La decisione di non chiudere bar, ristoranti e negozi porterà "alla loro chiusura visto che comunque la clientela diminuisce senza però che questi potranno contare sul sostegno di misure economiche importanti. Si chiuda ciò che non è essenziale"
BELLINZONA - L'MPS chiede il lockdown, lasciando però le scuole aperte. La richiesta fa parte di una mozione presentata oggi dal Movimento, che lancia anche varie accuse al Governo. Che Pronzini e i suoi ce l'avessero con Bertoli per la questione delle mascherine nelle scuole, ora se la prende con la strategia in generale.
"In realtà il continuo e martellante richiamo alla responsabilità individuale non diventa altro che un alibi per non affrontare le responsabilità di chi svolge ruoli decisivi.

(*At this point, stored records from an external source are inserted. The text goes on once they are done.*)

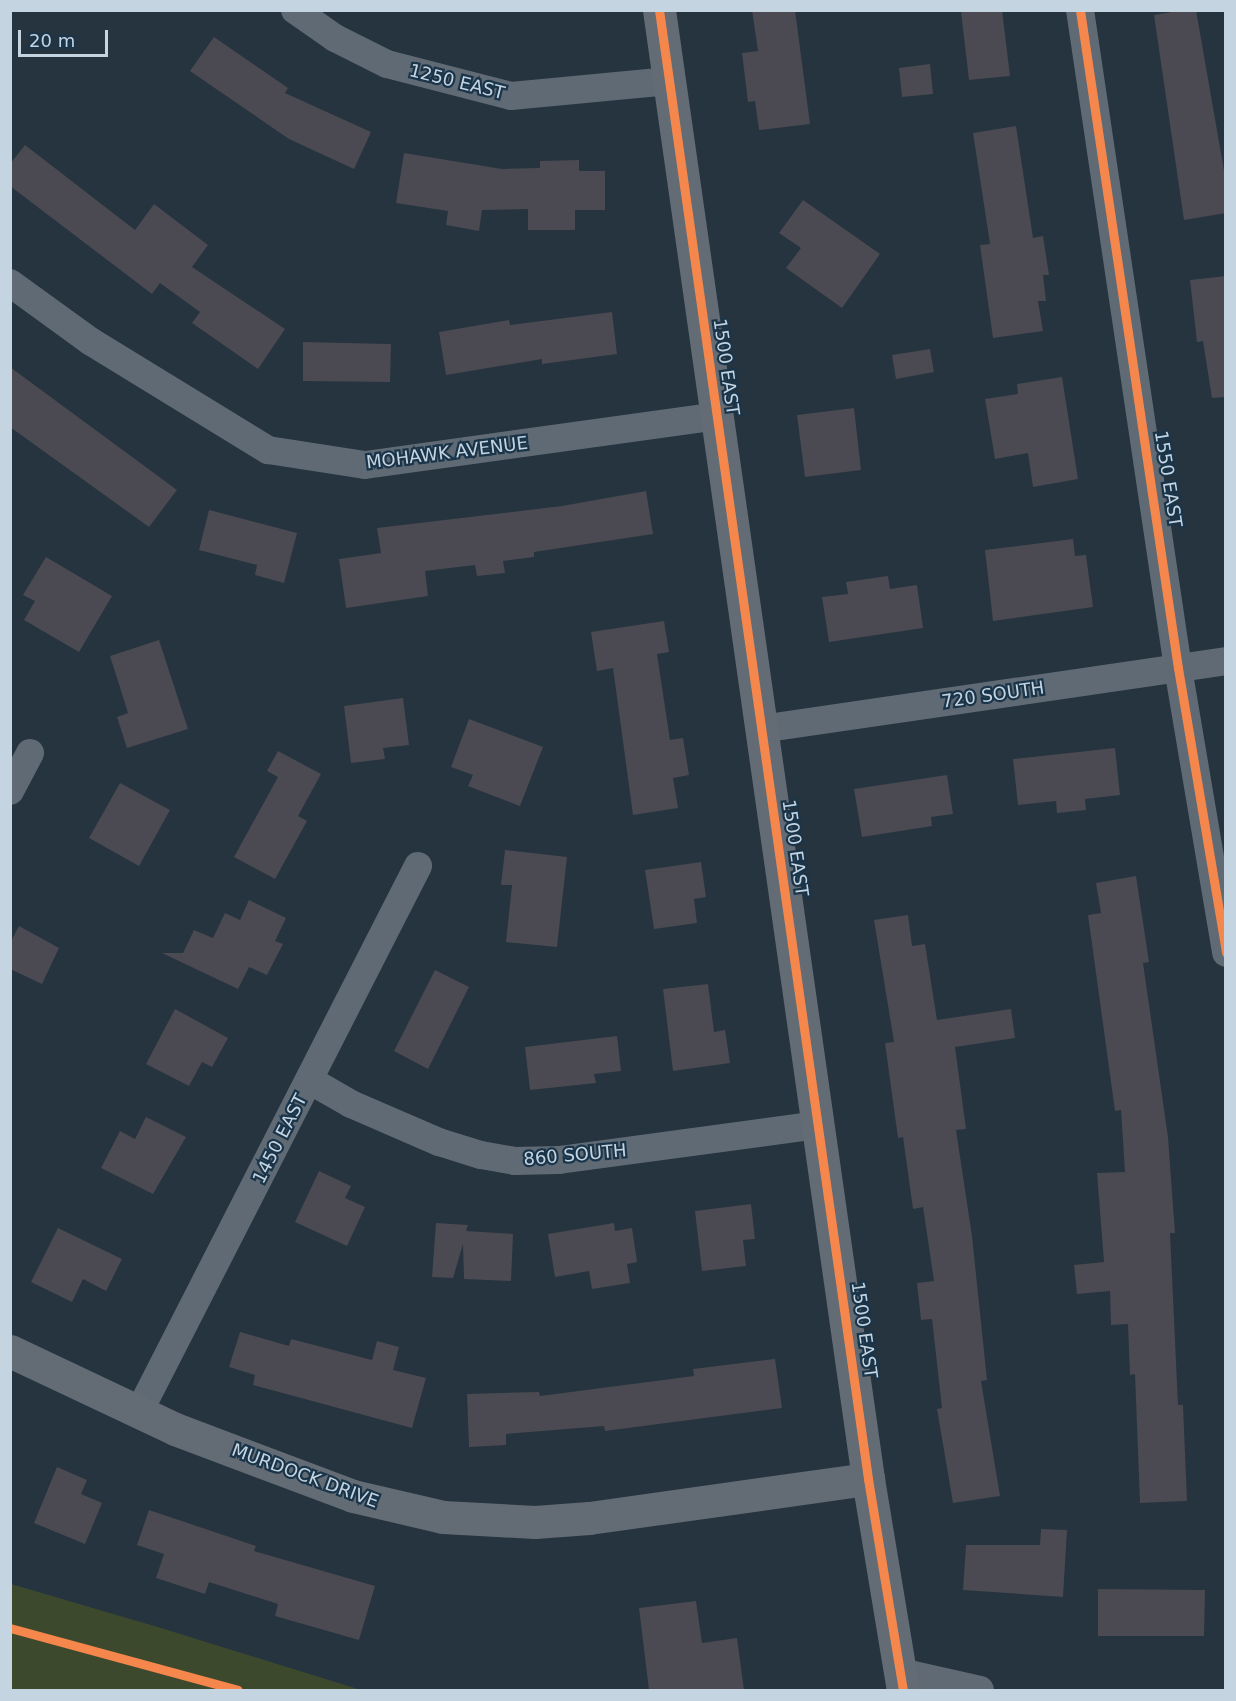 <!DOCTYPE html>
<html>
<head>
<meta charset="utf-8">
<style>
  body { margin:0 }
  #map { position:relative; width:1236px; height:1701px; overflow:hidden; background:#25343f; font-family:"DejaVu Sans",sans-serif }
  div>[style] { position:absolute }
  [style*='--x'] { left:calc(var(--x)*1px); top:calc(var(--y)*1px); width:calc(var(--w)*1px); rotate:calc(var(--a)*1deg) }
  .green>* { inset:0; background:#3d492d }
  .building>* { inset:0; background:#4b4951 }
  .street>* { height:28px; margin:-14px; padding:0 14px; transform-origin:14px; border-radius:14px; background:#5f6a74 }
  .secondary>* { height:33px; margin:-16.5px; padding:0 16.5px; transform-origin:16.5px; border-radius:16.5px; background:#636b75 }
  .cycleway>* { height:9px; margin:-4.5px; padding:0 4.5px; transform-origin:4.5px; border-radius:4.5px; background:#f5874c }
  span { translate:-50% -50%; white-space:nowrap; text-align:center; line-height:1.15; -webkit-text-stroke:4.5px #1a354a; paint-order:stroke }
  .street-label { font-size:18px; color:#c5d4e1 }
  .frame { position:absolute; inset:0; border:12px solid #c5d4e1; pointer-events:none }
  .scale { position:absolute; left:18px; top:30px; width:90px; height:27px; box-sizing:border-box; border:3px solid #c5d4e1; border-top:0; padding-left:8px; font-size:18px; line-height:21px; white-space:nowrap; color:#c5d4e1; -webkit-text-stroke:4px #1a354a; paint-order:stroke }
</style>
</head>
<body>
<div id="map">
  <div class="green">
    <i style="clip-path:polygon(11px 1584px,161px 1628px,361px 1690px,11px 1690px)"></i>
  </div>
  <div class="building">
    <i style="clip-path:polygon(752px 10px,795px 10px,810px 124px,759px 130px,755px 101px,748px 102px,742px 53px,758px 51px)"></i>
    <i style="clip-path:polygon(1002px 10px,1010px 76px,969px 80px,961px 12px)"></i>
    <i style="clip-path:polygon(1184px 10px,1196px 10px,1226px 182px,1226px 213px,1184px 220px,1154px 15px)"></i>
    <i style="clip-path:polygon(214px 37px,288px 88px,285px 93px,371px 132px,354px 169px,289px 139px,190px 71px)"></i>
    <i style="clip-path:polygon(930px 64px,933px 94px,902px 97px,899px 68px)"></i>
    <i style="clip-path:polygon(1016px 126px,1033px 238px,1043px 236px,1049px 275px,1043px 275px,1046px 301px,1038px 301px,1043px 331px,993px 338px,980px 245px,990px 244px,973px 133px)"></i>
    <i style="clip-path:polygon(25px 145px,135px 230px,154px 204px,208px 245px,192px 267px,285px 329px,258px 369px,192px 323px,200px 312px,160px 283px,152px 294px,10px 186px,10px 164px)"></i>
    <i style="clip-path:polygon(404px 153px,502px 169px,540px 168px,540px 161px,579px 160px,579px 171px,605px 171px,605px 210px,575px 210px,575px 230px,528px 230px,528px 209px,482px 210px,479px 231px,446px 225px,448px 211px,396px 203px)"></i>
    <i style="clip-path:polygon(803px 200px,880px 254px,842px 308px,786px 268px,801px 248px,779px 233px)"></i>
    <i style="clip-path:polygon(1226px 276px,1226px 397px,1212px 398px,1203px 341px,1197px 342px,1190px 280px)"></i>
    <i style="clip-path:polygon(612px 312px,617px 354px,542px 364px,542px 359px,446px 375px,439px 332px,509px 320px,510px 325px)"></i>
    <i style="clip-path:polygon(303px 342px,391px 344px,390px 382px,303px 381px)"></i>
    <i style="clip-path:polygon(930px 349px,934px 372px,896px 379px,892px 355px)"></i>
    <i style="clip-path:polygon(10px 367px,177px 490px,149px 527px,10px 427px)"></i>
    <i style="clip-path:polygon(1062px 377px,1078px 479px,1033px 487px,1028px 453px,995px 459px,985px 399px,1018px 394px,1017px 384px)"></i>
    <i style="clip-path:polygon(854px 408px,861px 470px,805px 477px,797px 415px)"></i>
    <i style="clip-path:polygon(646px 491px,653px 534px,534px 552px,534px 557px,503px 561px,505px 573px,477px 576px,475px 565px,425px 571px,428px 596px,346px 608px,339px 559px,381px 553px,377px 528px,562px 506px)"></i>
    <i style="clip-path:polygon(209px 510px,297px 533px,284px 583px,255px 575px,257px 565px,199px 550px)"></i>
    <i style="clip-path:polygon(1073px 539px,1075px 556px,1086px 555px,1093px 607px,993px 621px,985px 550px)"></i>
    <i style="clip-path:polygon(46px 557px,112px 596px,79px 652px,24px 620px,35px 601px,23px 595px)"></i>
    <i style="clip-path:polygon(888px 576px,890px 589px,917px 585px,923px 628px,829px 642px,822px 597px,848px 594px,846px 582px)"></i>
    <i style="clip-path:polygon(664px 621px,669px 652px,657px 654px,670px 740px,683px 738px,689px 775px,673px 778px,678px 808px,633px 815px,613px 668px,597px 671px,591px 632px)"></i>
    <i style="clip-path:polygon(159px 640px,188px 729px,127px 748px,117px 717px,128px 713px,110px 656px)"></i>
    <i style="clip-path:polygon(403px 698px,409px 745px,383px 748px,385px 759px,351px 763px,344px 706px)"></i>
    <i style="clip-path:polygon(469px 719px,543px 747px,520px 806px,468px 786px,473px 775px,451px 767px)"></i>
    <i style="clip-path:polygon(1115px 748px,1120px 795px,1085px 799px,1086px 810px,1057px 813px,1056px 801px,1018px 805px,1013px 759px)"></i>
    <i style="clip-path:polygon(278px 751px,321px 774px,298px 816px,307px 821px,275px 879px,234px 857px,278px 777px,267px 771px)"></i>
    <i style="clip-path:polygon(947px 775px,953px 814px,931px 817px,932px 826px,862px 837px,854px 789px)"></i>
    <i style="clip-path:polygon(120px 783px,170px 810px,139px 866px,89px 838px)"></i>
    <i style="clip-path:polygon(505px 850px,567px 857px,557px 947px,506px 942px,512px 885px,501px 885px)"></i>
    <i style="clip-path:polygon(701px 862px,706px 897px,694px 899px,697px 923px,654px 929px,645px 870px)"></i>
    <i style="clip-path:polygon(1136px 876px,1149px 962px,1143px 963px,1168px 1137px,1175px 1233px,1170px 1233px,1178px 1405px,1183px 1405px,1187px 1501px,1140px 1503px,1135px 1374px,1130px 1375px,1128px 1324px,1111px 1325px,1110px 1291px,1077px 1294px,1074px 1265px,1104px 1262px,1097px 1173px,1125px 1172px,1121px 1110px,1115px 1111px,1088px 915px,1101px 913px,1096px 883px)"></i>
    <i style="clip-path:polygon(249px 900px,286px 918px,275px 941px,283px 944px,267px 975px,249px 967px,238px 989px,162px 953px,183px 953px,194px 930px,213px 938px,225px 913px,240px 920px)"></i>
    <i style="clip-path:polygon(908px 915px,912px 946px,925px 944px,937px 1020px,1011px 1009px,1015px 1038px,955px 1047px,966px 1129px,956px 1130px,972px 1236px,987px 1380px,981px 1381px,1000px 1496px,953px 1503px,937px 1409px,942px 1408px,932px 1319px,921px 1320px,917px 1283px,934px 1281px,923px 1207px,913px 1209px,903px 1137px,898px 1138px,885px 1043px,894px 1042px,874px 920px)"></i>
    <i style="clip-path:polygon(19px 926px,59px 948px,42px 984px,10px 969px,10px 943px)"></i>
    <i style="clip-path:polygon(435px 970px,469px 987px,428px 1069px,394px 1051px)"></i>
    <i style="clip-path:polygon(708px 984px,714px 1032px,725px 1030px,730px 1063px,673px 1071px,663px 989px)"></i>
    <i style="clip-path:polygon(175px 1009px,228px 1038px,212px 1067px,202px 1062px,189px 1086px,146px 1064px)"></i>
    <i style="clip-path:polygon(617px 1036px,621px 1071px,594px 1074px,596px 1083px,530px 1090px,525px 1047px)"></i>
    <i style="clip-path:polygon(146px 1117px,186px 1137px,153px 1194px,101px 1168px,120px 1131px,135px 1139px)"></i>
    <i style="clip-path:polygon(319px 1171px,351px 1186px,345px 1198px,365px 1207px,347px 1246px,295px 1222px)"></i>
    <i style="clip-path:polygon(751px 1204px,755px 1239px,743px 1240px,746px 1266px,702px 1271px,695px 1211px)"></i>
    <i style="clip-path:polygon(436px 1223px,468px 1225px,466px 1231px,513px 1234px,511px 1281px,464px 1279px,463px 1244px,453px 1278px,432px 1277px)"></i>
    <i style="clip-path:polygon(614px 1223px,615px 1231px,632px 1228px,637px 1262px,627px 1264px,630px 1283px,592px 1289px,589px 1271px,555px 1277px,548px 1234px)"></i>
    <i style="clip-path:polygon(58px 1228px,122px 1259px,106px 1291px,83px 1279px,72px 1302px,31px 1282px)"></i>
    <i style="clip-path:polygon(240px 1332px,289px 1346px,291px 1339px,372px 1360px,377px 1341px,399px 1347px,393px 1370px,426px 1378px,412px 1428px,253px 1385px,255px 1375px,229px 1367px)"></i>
    <i style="clip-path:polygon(775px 1359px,782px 1408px,605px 1431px,604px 1426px,506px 1434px,506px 1445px,469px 1447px,467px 1394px,539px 1392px,540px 1396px,694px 1376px,693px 1369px)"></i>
    <i style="clip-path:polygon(57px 1467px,87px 1480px,81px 1494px,102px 1503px,85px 1544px,34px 1523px)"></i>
    <i style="clip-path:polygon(149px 1510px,256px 1546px,254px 1551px,375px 1586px,359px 1640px,275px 1616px,278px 1604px,209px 1582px,205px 1594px,156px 1578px,164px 1554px,137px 1545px)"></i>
    <i style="clip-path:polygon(1041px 1529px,1067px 1530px,1063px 1597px,963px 1590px,966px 1545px,1040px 1545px)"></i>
    <i style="clip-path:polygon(1098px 1589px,1205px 1590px,1204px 1636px,1098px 1636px)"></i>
    <i style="clip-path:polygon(696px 1601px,702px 1643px,737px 1638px,744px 1690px,649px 1690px,639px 1608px)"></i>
  </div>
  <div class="street">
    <i style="--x:295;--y:10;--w:49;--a:35"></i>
    <i style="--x:335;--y:38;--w:58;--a:26.6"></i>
    <i style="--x:387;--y:64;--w:128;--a:14.5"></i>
    <i style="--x:511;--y:96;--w:159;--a:-5.4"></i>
    <i style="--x:1080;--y:10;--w:665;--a:81.53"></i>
    <i style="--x:1178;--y:668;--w:289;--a:80.4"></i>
    <i style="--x:10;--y:283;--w:99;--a:35.9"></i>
    <i style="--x:90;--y:341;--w:209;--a:31.5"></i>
    <i style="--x:268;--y:450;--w:98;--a:8.8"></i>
    <i style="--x:365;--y:465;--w:354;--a:-7.9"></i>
    <i style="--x:761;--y:729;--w:470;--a:-8.3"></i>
    <i style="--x:10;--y:791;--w:43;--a:-62.2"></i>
    <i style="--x:311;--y:1081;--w:46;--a:29.9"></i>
    <i style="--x:351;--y:1104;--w:96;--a:23.4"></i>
    <i style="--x:439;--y:1142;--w:44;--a:17.2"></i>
    <i style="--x:481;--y:1155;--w:35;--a:10"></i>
    <i style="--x:515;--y:1161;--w:44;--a:-1.3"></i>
    <i style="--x:559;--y:1160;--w:262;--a:-7.7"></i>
    <i style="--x:140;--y:1410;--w:611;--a:-62.93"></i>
    <i style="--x:900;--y:1672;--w:82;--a:12.7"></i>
  </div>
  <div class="secondary">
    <i style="--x:659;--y:10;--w:1484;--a:81.9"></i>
    <i style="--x:868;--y:1479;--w:214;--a:80.6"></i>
    <i style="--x:10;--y:1351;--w:183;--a:25.3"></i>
    <i style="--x:175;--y:1429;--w:190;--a:20.6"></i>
    <i style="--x:353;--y:1496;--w:92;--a:13.1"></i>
    <i style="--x:443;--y:1517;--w:92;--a:3.1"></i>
    <i style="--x:535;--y:1522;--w:54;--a:-4.2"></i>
    <i style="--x:589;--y:1518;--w:282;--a:-8"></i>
  </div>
  <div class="cycleway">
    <i style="--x:659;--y:10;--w:1484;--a:81.9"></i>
    <i style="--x:868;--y:1479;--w:214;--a:80.6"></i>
    <i style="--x:1080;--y:10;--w:665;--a:81.53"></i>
    <i style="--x:1178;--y:668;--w:289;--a:80.4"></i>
    <i style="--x:10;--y:1628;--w:236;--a:15.2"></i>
  </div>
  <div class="street-label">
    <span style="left:457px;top:82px;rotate:14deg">1250 EAST</span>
    <span style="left:726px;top:367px;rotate:82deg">1500 EAST</span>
    <span style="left:447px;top:453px;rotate:-7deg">MOHAWK AVENUE</span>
    <span style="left:1168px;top:479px;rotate:81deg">1550 EAST</span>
    <span style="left:993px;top:695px;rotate:-8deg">720 SOUTH</span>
    <span style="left:795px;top:848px;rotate:82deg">1500 EAST</span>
    <span style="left:280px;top:1139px;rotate:-63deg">1450 EAST</span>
    <span style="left:575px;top:1155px;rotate:-5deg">860 SOUTH</span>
    <span style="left:864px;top:1330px;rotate:82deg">1500 EAST</span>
    <span style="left:305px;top:1476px;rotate:20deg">MURDOCK DRIVE</span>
  </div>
  <div class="frame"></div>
  <div class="scale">20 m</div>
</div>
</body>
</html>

Sarebbe colpa nostra, delle nostre scelte individuali se il virus si è diffuso: una logica che vuole nascondere la mancanza di decisioni collettive e d’insieme che, non prese o prese con grave ritardo (come l’obbligo della mascherina), hanno in parte vanificato i comportamenti virtuosi individuali", afferma infatti l'MPS.
"La popolazione comincia davvero a essere stufa di questa deresponsabilizzazione da parte dello Stato nei confronti della salute pubblica: è perfettamente inutile dire che sono vietati assembramenti con più di 5 persone se poi, per andare al lavoro, devo ammassarmi sui mezzi pubblici con ben più di 5 persone, se sui luoghi di lavoro non sono obbligatorie le mascherine e se perfino nell’amministrazione cantonale ci si ostina ancora a negare il diritto al telelavoro, non si garantisce la rotazione del personale e si organizzano riunioni in presenza con 10/20 dipendenti", prosegue.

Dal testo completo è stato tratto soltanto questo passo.